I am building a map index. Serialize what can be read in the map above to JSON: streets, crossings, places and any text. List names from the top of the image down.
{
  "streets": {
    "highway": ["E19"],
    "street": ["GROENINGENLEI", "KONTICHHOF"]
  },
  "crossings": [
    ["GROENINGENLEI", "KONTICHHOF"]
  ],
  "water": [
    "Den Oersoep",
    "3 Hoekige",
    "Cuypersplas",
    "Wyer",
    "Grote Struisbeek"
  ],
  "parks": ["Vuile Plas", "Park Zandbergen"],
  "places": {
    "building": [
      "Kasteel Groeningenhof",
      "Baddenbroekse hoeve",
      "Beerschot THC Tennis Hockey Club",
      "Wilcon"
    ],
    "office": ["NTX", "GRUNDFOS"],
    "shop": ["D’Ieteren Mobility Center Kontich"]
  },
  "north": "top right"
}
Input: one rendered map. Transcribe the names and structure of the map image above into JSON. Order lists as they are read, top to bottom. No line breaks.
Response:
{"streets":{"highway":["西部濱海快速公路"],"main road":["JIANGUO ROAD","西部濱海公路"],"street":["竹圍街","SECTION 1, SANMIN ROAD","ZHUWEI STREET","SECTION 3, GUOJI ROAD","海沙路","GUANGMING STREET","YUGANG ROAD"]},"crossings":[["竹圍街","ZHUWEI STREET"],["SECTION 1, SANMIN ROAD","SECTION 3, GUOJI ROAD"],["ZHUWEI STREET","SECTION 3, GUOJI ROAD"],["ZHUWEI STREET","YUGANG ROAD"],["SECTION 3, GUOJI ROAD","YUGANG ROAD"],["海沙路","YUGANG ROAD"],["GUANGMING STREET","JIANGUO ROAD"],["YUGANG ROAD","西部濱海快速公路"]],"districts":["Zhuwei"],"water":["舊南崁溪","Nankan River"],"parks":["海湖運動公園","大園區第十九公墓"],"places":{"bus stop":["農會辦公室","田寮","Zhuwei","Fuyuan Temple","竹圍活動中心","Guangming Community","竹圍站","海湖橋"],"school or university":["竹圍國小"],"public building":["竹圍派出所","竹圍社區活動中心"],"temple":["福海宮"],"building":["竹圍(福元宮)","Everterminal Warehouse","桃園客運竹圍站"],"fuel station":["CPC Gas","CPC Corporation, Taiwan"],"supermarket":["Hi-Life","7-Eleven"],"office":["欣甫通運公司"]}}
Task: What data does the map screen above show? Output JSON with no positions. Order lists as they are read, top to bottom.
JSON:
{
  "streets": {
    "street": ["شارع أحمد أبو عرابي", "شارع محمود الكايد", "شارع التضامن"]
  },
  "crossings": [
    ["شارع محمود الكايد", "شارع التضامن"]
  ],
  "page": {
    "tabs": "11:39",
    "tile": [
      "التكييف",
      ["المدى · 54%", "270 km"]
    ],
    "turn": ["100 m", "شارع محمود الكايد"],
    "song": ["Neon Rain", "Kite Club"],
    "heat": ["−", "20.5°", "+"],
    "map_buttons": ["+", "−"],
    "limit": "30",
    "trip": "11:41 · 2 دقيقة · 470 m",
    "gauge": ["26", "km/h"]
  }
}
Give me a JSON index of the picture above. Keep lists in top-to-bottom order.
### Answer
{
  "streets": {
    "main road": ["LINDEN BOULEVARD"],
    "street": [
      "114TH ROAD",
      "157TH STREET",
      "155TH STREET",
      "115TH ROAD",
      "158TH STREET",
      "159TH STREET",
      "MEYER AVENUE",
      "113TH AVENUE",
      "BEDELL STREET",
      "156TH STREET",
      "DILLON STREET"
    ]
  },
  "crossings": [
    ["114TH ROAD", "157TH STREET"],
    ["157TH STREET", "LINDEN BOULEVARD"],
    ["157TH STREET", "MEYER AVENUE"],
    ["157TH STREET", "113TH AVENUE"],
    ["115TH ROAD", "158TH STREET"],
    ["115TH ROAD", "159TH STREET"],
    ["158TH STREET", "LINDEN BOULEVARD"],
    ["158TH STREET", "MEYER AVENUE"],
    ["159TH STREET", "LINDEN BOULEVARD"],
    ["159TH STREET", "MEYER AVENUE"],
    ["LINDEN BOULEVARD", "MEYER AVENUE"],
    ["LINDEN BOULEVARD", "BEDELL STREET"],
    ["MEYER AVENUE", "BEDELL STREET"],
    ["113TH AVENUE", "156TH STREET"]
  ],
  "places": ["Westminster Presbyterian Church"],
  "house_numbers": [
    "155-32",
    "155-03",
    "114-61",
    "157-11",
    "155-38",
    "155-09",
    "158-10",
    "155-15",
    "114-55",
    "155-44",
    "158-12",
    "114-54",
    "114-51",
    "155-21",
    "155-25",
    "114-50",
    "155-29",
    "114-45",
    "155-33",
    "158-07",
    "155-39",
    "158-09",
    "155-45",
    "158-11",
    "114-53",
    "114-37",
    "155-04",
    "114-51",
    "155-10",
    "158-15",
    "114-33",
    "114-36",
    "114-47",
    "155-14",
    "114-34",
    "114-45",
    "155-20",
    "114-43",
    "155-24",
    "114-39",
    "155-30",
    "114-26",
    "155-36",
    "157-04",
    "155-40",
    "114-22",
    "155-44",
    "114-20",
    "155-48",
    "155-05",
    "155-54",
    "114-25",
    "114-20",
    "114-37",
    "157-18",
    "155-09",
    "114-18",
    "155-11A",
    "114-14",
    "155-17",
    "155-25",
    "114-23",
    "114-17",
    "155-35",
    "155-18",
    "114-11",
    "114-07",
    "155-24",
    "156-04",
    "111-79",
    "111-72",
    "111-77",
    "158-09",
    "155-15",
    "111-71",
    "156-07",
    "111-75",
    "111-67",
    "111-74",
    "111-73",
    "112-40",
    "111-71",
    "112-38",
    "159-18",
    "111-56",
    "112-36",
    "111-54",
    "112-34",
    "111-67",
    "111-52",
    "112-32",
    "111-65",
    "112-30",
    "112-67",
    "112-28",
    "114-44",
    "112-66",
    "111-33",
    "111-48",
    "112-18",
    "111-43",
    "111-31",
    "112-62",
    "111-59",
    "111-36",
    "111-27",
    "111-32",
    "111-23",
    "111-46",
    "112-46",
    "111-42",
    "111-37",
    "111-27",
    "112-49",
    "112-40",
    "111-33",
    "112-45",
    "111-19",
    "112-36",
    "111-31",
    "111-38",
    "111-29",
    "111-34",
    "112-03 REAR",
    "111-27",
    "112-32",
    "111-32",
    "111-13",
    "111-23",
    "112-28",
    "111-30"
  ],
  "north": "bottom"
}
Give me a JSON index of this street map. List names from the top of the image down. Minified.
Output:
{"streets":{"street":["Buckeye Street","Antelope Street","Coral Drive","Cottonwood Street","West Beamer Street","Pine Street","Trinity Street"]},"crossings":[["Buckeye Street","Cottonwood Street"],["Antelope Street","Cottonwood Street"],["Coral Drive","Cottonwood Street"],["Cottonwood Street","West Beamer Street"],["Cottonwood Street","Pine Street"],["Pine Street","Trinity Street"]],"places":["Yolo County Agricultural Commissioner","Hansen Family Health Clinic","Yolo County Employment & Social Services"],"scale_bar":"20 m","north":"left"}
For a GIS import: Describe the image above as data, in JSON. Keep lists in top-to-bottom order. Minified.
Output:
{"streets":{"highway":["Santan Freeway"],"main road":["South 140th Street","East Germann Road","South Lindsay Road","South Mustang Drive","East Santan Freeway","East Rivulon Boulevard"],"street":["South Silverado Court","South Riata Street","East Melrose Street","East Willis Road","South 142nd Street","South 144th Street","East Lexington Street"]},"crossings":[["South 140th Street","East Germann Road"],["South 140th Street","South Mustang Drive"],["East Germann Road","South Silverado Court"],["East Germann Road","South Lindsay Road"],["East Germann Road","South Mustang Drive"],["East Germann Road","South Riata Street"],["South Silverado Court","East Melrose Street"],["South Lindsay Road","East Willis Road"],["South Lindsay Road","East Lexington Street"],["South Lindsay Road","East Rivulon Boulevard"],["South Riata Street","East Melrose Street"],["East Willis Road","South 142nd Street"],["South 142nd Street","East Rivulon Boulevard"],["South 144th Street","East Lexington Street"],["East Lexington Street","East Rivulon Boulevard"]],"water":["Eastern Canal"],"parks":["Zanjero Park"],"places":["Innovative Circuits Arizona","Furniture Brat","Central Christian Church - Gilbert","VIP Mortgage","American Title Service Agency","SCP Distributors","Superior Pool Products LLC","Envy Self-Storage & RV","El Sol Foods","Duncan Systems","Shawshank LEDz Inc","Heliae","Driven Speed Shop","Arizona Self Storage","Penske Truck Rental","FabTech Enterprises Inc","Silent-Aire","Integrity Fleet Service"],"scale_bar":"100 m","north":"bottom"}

────────────────────

*Instructions for the task*
For the string "from", show each line of the entries above where it occurs.

*Output for this task*
I am building a map index. Serialize what can be read in the map above to JSON: streets, crossings, places and any text. List names from the top of the image down.
Give me a JSON index of this street map. List names from the top of the image down. Minified.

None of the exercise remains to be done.